One way that is recommended to find a Trustee for your ILIT is to make a bank or other institution your Trustee.  This is called a “Corporate Trustee” .  It is the duty of the trustee to manage the money you have in your trust.  For instance, the Trust will send you a bill for you life insurance policy; you then pay the life insurance policy to the Trustee and the Trustee sends it on to your life insurance company.

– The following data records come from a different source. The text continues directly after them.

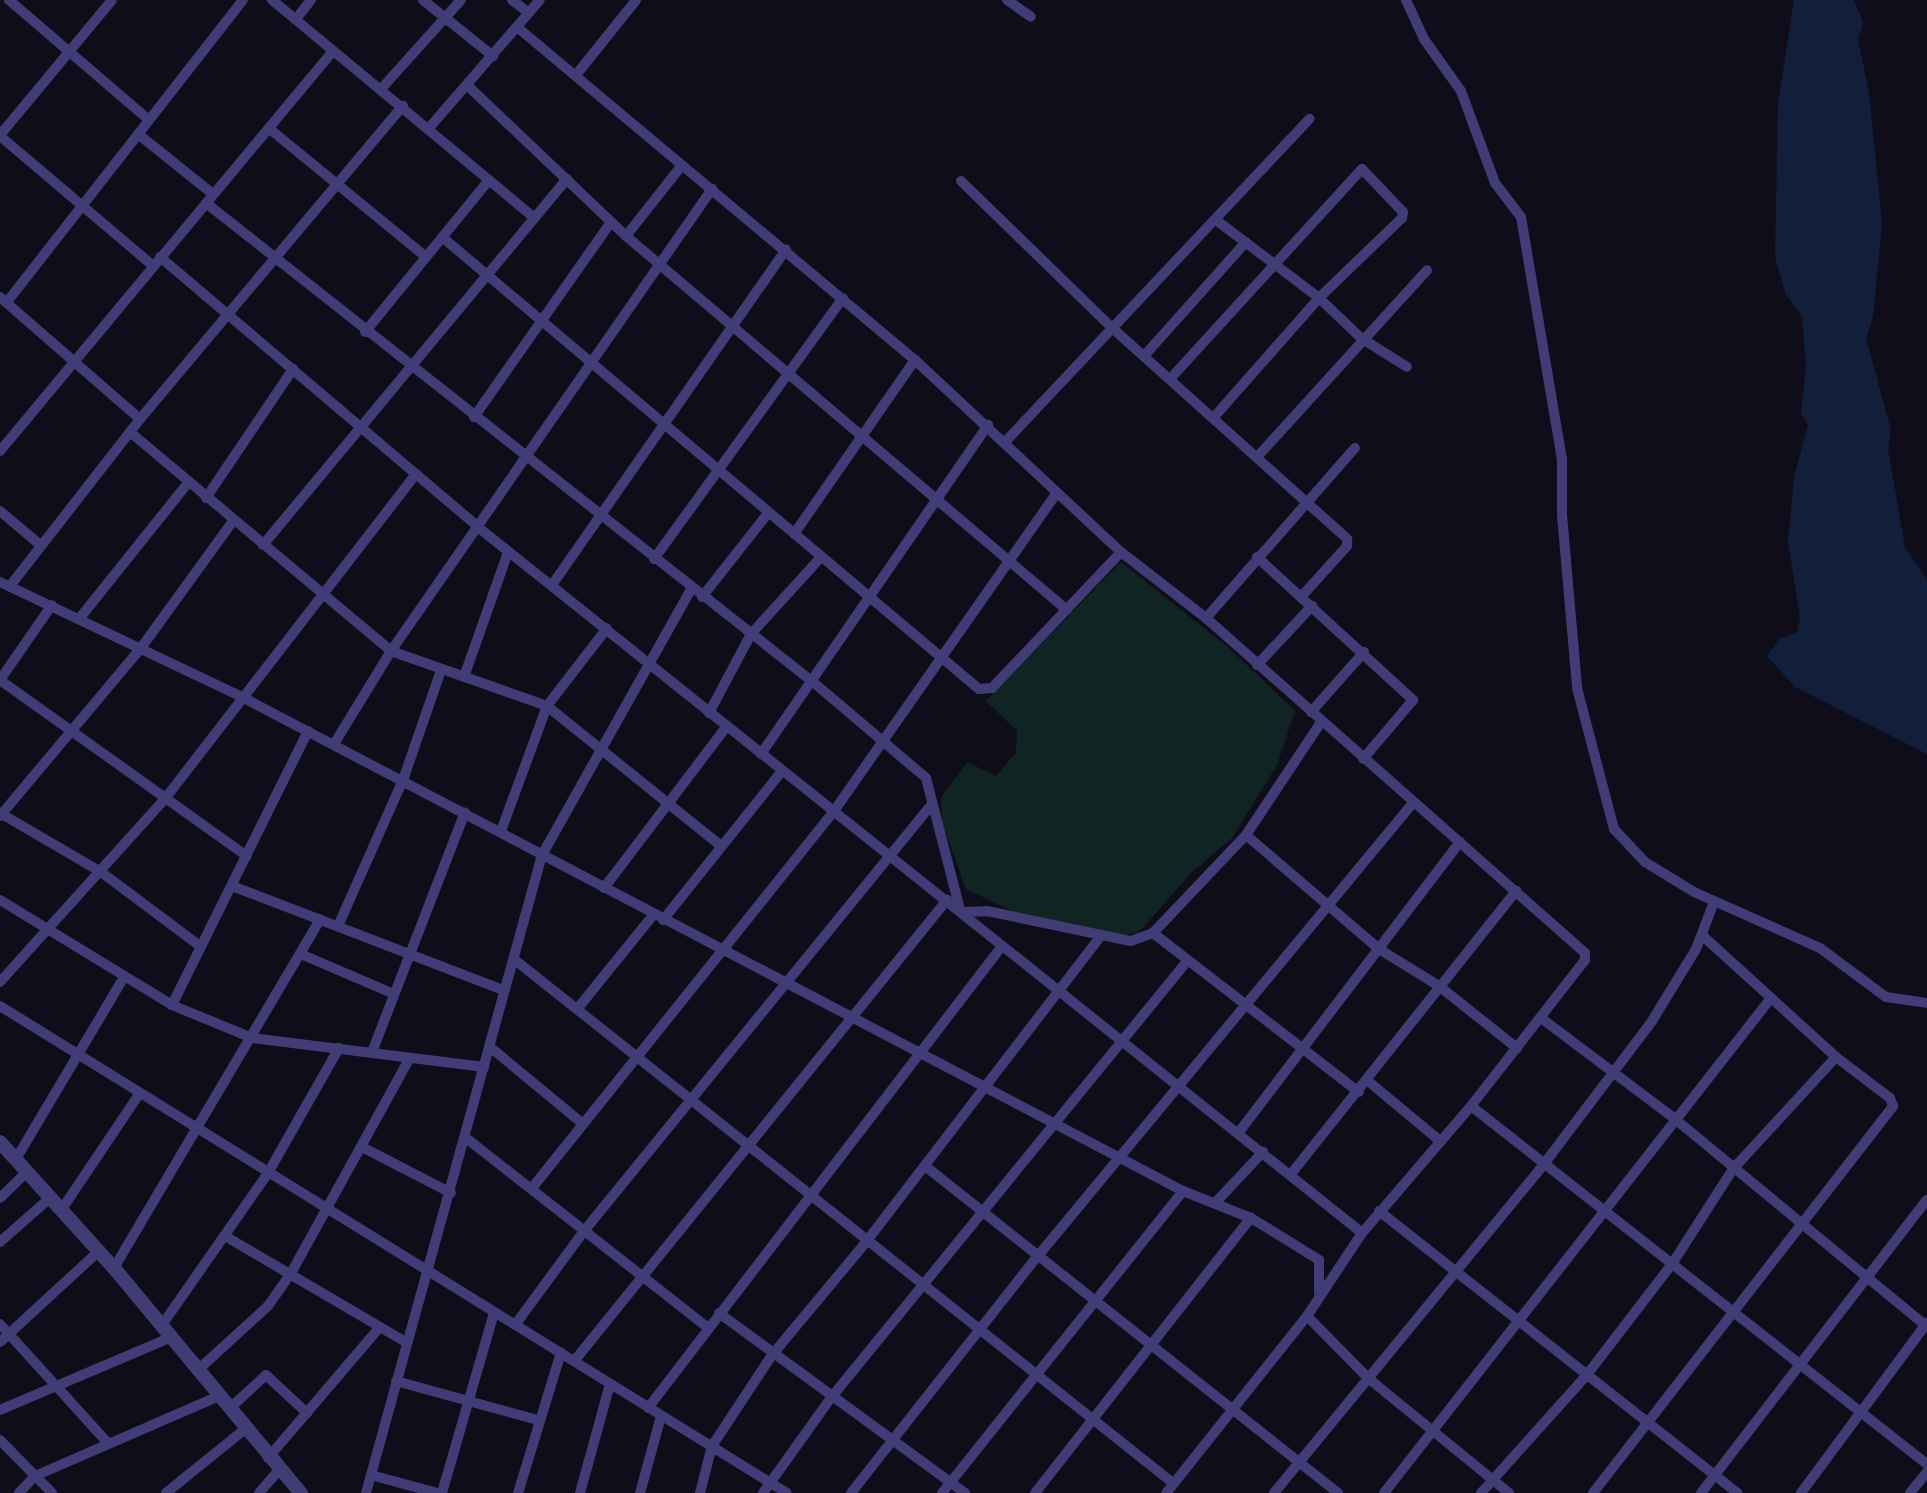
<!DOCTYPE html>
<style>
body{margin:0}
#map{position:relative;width:1927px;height:1493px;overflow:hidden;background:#100d1b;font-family:"Asap Condensed",sans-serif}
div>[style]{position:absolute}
.green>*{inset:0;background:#112424}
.water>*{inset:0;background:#111f3b}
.minor>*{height:10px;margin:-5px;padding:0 5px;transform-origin:5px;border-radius:5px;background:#423c76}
.tertiary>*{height:14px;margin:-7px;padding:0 7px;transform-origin:7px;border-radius:7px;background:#423c76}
span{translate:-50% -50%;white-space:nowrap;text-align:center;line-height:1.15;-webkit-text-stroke:6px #100d1b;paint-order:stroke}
</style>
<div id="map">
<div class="green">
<div style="clip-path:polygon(1121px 562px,1229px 648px,1295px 711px,1277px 765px,1232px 838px,1192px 872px,1139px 932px,1123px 936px,1020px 915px,966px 889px,942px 822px,941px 798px,967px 762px,996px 776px,1016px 753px,1017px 731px,986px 701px)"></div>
</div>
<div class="water">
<div style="clip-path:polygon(1794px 0,1854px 0,1863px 22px,1858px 40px,1869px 92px,1882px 224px,1873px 317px,1866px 338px,1891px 430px,1888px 449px,1905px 547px,1927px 580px,1927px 754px,1795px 687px,1767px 656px,1779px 639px,1797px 632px,1800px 618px,1788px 542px,1794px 477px,1808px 425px,1801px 413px,1806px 368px,1802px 316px,1786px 295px,1775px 257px,1778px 103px)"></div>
</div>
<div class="minor">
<div style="left:9px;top:0;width:184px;rotate:40.6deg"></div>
<div style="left:272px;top:0;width:339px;rotate:39.7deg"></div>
<div style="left:423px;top:0;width:90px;rotate:38.7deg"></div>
<div style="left:512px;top:0;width:21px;rotate:37deg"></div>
<div style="left:1007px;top:0;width:29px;rotate:35deg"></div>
<div style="left:1406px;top:0;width:43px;rotate:65.2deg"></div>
<div style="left:1424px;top:39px;width:64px;rotate:54.6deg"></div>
<div style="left:1461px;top:91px;width:98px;rotate:69.7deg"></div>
<div style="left:1495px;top:183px;width:43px;rotate:52.6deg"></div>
<div style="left:1521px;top:217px;width:245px;rotate:80.4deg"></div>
<div style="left:1562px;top:459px;width:56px;rotate:90deg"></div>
<div style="left:1562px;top:515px;width:174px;rotate:85deg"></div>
<div style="left:1577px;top:688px;width:146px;rotate:75.3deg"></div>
<div style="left:1614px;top:829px;width:45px;rotate:46.8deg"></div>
<div style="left:1645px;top:862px;width:57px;rotate:31.5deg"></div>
<div style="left:1694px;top:892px;width:138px;rotate:24deg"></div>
<div style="left:1820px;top:948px;width:82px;rotate:36.6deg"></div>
<div style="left:1886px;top:997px;width:41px;rotate:8.3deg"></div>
<div style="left:296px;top:19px;width:24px;rotate:-52deg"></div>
<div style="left:517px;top:27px;width:519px;rotate:39.92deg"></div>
<div style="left:915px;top:360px;width:282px;rotate:43deg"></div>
<div style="left:1121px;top:552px;width:108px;rotate:37.8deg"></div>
<div style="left:1206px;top:618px;width:506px;rotate:41.47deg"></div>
<div style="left:1585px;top:953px;width:7px;rotate:90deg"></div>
<div style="left:1585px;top:960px;width:185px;rotate:128deg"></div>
<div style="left:1471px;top:1106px;width:167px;rotate:130.6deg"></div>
<div style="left:1362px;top:1233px;width:100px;rotate:123.5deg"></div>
<div style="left:1307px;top:1316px;width:226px;rotate:128.5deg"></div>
<div style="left:576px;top:75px;width:96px;rotate:-51.3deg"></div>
<div style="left:468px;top:86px;width:218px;rotate:43.5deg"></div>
<div style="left:626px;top:236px;width:578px;rotate:40.3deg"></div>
<div style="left:382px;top:88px;width:118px;rotate:-48.1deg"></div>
<div style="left:429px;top:128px;width:169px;rotate:-49.1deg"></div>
<div style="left:271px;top:130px;width:199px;rotate:39.3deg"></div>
<div style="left:138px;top:134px;width:96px;rotate:38.7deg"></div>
<div style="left:0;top:135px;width:175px;rotate:-50.3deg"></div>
<div style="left:0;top:136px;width:199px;rotate:40.3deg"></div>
<div style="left:961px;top:181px;width:208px;rotate:44.2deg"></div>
<div style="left:1110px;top:326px;width:319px;rotate:41.9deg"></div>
<div style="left:1347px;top:539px;width:7px;rotate:90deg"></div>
<div style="left:1347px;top:546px;width:69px;rotate:132deg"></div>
<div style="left:206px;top:203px;width:773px;rotate:38.28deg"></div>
<div style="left:813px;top:682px;width:148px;rotate:40.3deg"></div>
<div style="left:926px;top:778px;width:135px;rotate:75.5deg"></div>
<div style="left:1216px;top:220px;width:129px;rotate:37.1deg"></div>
<div style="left:1319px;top:298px;width:58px;rotate:43.6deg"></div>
<div style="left:1361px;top:338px;width:54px;rotate:32.2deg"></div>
<div style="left:626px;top:236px;width:90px;rotate:-51.7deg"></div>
<div style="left:442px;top:237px;width:702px;rotate:40.09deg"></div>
<div style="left:979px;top:689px;width:13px;rotate:-4deg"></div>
<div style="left:992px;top:688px;width:187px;rotate:-46.5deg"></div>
<div style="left:160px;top:257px;width:419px;rotate:40.3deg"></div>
<div style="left:479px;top:528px;width:1130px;rotate:38.6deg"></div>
<div style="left:0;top:297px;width:186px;rotate:41.1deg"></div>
<div style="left:7px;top:302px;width:383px;rotate:-52deg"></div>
<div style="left:365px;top:332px;width:196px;rotate:-50.8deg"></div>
<div style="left:1144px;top:356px;width:153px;rotate:-48.2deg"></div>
<div style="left:1171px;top:378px;width:283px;rotate:-47.6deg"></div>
<div style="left:1362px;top:169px;width:59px;rotate:46.4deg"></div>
<div style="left:1403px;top:212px;width:6px;rotate:99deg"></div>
<div style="left:1402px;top:218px;width:115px;rotate:136.1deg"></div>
<div style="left:1319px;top:298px;width:159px;rotate:131.4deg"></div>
<div style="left:474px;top:417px;width:238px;rotate:-54.9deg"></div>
<div style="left:130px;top:432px;width:341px;rotate:40deg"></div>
<div style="left:391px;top:651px;width:165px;rotate:19.4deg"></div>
<div style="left:547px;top:706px;width:223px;rotate:38.8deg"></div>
<div style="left:1005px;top:442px;width:444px;rotate:-46.7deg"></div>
<div style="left:0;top:451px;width:520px;rotate:-50.22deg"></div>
<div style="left:1258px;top:456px;width:251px;rotate:-47.7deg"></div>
<div style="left:206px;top:498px;width:156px;rotate:-56deg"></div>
<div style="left:0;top:511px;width:51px;rotate:40.2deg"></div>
<div style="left:794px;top:534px;width:212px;rotate:-55.2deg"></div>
<div style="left:263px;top:545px;width:476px;rotate:-50.3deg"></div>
<div style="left:1257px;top:557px;width:212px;rotate:42.5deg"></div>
<div style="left:1413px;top:700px;width:77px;rotate:130.3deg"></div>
<div style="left:654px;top:559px;width:322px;rotate:-54.1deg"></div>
<div style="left:0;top:582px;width:268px;rotate:25.4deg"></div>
<div style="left:242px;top:697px;width:1063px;rotate:27.7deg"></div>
<div style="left:1183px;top:1191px;width:73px;rotate:21.7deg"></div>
<div style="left:1251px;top:1218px;width:80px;rotate:31.7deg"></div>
<div style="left:1319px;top:1260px;width:33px;rotate:90deg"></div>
<div style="left:552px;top:585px;width:409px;rotate:-55.1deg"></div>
<div style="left:10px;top:586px;width:212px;rotate:-52.1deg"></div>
<div style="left:140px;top:419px;width:409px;rotate:-50deg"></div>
<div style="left:702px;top:597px;width:107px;rotate:-51.8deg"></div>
<div style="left:1206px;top:618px;width:226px;rotate:-48.8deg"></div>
<div style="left:79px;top:619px;width:174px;rotate:-51.3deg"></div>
<div style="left:1257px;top:665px;width:81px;rotate:-47deg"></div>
<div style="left:464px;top:677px;width:133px;rotate:-70.6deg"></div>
<div style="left:0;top:680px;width:303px;rotate:35.5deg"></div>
<div style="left:0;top:680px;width:91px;rotate:-55.3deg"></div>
<div style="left:1311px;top:712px;width:80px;rotate:-48.5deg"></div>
<div style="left:709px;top:713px;width:89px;rotate:-62deg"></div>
<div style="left:751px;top:634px;width:104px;rotate:-47.7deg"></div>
<div style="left:334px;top:744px;width:109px;rotate:-58.5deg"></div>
<div style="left:391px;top:651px;width:563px;rotate:-55.21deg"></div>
<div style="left:761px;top:754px;width:400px;rotate:-55.4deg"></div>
<div style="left:0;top:813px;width:117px;rotate:30.3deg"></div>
<div style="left:101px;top:872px;width:124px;rotate:36.8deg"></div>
<div style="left:0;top:816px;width:219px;rotate:-50deg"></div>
<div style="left:141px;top:648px;width:157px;rotate:-54.1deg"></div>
<div style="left:501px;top:831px;width:133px;rotate:-69.8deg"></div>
<div style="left:547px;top:706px;width:98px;rotate:-52.4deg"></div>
<div style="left:1246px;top:835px;width:175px;rotate:40.6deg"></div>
<div style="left:1379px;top:949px;width:70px;rotate:31.7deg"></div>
<div style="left:1439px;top:986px;width:100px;rotate:38.5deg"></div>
<div style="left:232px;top:886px;width:292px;rotate:21deg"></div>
<div style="left:604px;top:888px;width:202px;rotate:-52.8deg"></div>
<div style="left:0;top:900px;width:202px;rotate:31.4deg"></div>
<div style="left:172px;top:1005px;width:87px;rotate:22.4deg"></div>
<div style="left:252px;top:1038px;width:234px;rotate:7.1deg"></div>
<div style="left:964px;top:912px;width:23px;rotate:-2deg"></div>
<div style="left:987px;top:911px;width:147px;rotate:11.8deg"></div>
<div style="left:1131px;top:941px;width:23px;rotate:-20deg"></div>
<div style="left:1153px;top:933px;width:260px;rotate:37.7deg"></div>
<div style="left:663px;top:920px;width:191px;rotate:-51.4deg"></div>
<div style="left:338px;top:926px;width:160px;rotate:-66deg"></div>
<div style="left:403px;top:780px;width:116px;rotate:-70.9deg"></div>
<div style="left:1153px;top:933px;width:135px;rotate:-46.5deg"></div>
<div style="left:1246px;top:835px;width:136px;rotate:-56.4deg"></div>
<div style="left:303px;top:955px;width:99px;rotate:23.2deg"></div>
<div style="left:515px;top:960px;width:841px;rotate:38.48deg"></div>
<div style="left:0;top:982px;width:245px;rotate:-48deg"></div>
<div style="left:164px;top:800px;width:412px;rotate:-52.3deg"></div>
<div style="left:172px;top:1005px;width:306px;rotate:-63.6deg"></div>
<div style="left:0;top:1006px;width:925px;rotate:31.75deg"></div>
<div style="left:578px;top:1008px;width:121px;rotate:-51deg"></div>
<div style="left:1541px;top:1018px;width:168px;rotate:37deg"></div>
<div style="left:1675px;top:1119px;width:327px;rotate:39.5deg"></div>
<div style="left:490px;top:1047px;width:119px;rotate:39.6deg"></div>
<div style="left:372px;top:1052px;width:257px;rotate:-68.8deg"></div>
<div style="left:1368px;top:1081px;width:94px;rotate:39.8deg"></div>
<div style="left:1471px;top:1106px;width:580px;rotate:38.14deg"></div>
<div style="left:1239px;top:1132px;width:365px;rotate:-52.7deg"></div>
<div style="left:466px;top:1138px;width:306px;rotate:38.1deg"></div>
<div style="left:362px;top:1147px;width:100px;rotate:27.3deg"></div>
<div style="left:16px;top:1159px;width:212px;rotate:-59.3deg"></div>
<div style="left:925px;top:1166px;width:527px;rotate:38.37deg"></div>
<div style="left:1291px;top:1174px;width:362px;rotate:-51.5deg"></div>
<div style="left:532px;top:1188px;width:483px;rotate:-51.3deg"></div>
<div style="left:834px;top:811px;width:389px;rotate:-55deg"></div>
<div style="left:0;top:1198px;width:39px;rotate:-44deg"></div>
<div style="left:1216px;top:1202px;width:69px;rotate:-46.8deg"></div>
<div style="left:62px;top:1209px;width:140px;rotate:-56.1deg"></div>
<div style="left:1379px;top:1211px;width:456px;rotate:38.2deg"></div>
<div style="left:225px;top:1236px;width:210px;rotate:30.4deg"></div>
<div style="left:0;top:1242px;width:68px;rotate:-41.4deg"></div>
<div style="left:114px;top:1268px;width:405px;rotate:-59.4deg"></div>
<div style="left:719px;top:1313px;width:305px;rotate:36.2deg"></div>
<div style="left:1307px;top:1316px;width:87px;rotate:45.5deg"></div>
<div style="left:1368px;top:1378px;width:182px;rotate:39.2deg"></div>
<div style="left:0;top:1324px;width:161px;rotate:47.8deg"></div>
<div style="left:162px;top:1325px;width:185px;rotate:-55.1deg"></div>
<div style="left:268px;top:1173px;width:144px;rotate:-60.4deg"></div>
<div style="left:515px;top:1325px;width:117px;rotate:-53.7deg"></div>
<div style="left:584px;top:1231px;width:551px;rotate:-50.82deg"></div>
<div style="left:0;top:1342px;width:134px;rotate:-42.6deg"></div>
<div style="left:575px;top:1360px;width:592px;rotate:-51.04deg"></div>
<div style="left:199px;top:1369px;width:93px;rotate:-42.4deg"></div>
<div style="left:268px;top:1306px;width:38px;rotate:-55deg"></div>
<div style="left:290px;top:1275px;width:248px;rotate:-61.1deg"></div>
<div style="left:396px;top:1381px;width:147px;rotate:15.4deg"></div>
<div style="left:648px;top:1408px;width:582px;rotate:-52.54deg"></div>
<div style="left:229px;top:1409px;width:50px;rotate:-42.6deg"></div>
<div style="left:266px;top:1375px;width:56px;rotate:42.8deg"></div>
<div style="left:0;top:1410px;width:187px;rotate:-23deg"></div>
<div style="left:0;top:1440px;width:74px;rotate:45.5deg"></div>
<div style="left:268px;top:1458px;width:172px;rotate:-49.5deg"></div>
<div style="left:371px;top:1475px;width:68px;rotate:15.3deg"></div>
<div style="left:19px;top:1493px;width:23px;rotate:-47deg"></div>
<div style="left:35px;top:1476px;width:201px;rotate:-23.5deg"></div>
<div style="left:166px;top:1493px;width:102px;rotate:-39deg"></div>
<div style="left:259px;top:1493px;width:30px;rotate:-49deg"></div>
<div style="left:366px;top:1493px;width:662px;rotate:-74.58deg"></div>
<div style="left:542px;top:855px;width:305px;rotate:-60.7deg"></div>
<div style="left:442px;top:1493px;width:187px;rotate:-73.9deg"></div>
<div style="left:518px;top:1493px;width:147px;rotate:-73deg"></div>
<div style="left:580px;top:1493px;width:113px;rotate:-74.6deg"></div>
<div style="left:640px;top:1493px;width:80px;rotate:-74.7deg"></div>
<div style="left:700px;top:1493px;width:49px;rotate:-75.7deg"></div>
<div style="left:712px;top:1446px;width:109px;rotate:-56.6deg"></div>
<div style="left:772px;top:1355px;width:147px;rotate:-50.2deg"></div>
<div style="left:866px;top:1242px;width:386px;rotate:-52.5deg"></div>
<div style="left:763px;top:1493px;width:115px;rotate:-54.5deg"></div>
<div style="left:830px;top:1399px;width:566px;rotate:-50.8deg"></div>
<div style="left:851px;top:1493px;width:300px;rotate:-51.8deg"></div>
<div style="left:1037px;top:1257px;width:588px;rotate:-50.38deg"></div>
<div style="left:942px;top:1493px;width:386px;rotate:-51.4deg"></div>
<div style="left:1035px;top:1493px;width:350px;rotate:-51.9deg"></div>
<div style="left:1274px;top:1493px;width:426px;rotate:-50.6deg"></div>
<div style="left:1544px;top:1164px;width:179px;rotate:-52.9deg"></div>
<div style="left:1652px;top:1021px;width:84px;rotate:-58.6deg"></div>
<div style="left:1696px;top:949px;width:50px;rotate:-69deg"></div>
<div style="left:1384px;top:1493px;width:628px;rotate:-51.98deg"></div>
<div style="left:1481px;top:1493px;width:157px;rotate:-48.1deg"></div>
<div style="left:1586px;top:1376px;width:141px;rotate:-52.5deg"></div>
<div style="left:1672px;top:1264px;width:113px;rotate:-57.3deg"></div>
<div style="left:1733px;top:1169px;width:152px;rotate:-47.4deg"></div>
<div style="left:1593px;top:1493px;width:490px;rotate:-52.2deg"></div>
<div style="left:1893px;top:1106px;width:9px;rotate:-111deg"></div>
<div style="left:1890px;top:1098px;width:68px;rotate:-142.8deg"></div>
<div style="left:1836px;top:1057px;width:181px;rotate:-137.7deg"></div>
<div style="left:1701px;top:1493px;width:370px;rotate:-52.4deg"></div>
<div style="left:1801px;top:1493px;width:212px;rotate:-53.5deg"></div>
<div style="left:1910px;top:1493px;width:27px;rotate:-51deg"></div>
</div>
<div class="tertiary">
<div style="left:0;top:1142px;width:170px;rotate:47.9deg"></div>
<div style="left:114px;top:1268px;width:293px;rotate:50.3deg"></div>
</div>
</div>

  Having a Corporate Trustee will discourage the IRS from taking an interest in your life insurance policy.  The payment for the insurance policy will be handled as a gift. Your Tax Professional can explain in more detail, because the details are regulated by the IRS and they change every year. If you need a tax professional, as opposed to a Tax Preparer, Wealthy Living for Me in Durham, NC can help you find a reliable Tax Firm.  The tax professionals that Wealthy Living  For Me in North Carolinamay refer you to may include an Accountant.  Accountants are able to function as a Tax Preparer, but they are much more than that. 

 

Gifts of money, which are used to fund the ILIT, are regulated by the IRS.  In order to find out how much you can contribute to your ILIT without paying a penalty on the gift, you need to talk to an experienced tax attorney.  Wealthy  Living for Me in Durham, North Carolina can refer you to someone who can explain how much the IRS will allow you to gift to the ILIT without affecting the amount you can give to someone else.  This means that depending on how much you spend on Life Insurance, the amount you spend for that purpose will not be noticed by the other people you send gifts to.

 

One point of the ILIT is that this type of trust is designed to allow you to retain control over your estate.  For example, if you were to allow your child to be beneficiary of the money, that child could use the money in the policy before you passed away, leaving you unprotected.  This is one of the reasons it is wiser to go to an experienced tax professional, like the ones recommended by Wealthy Living For Me.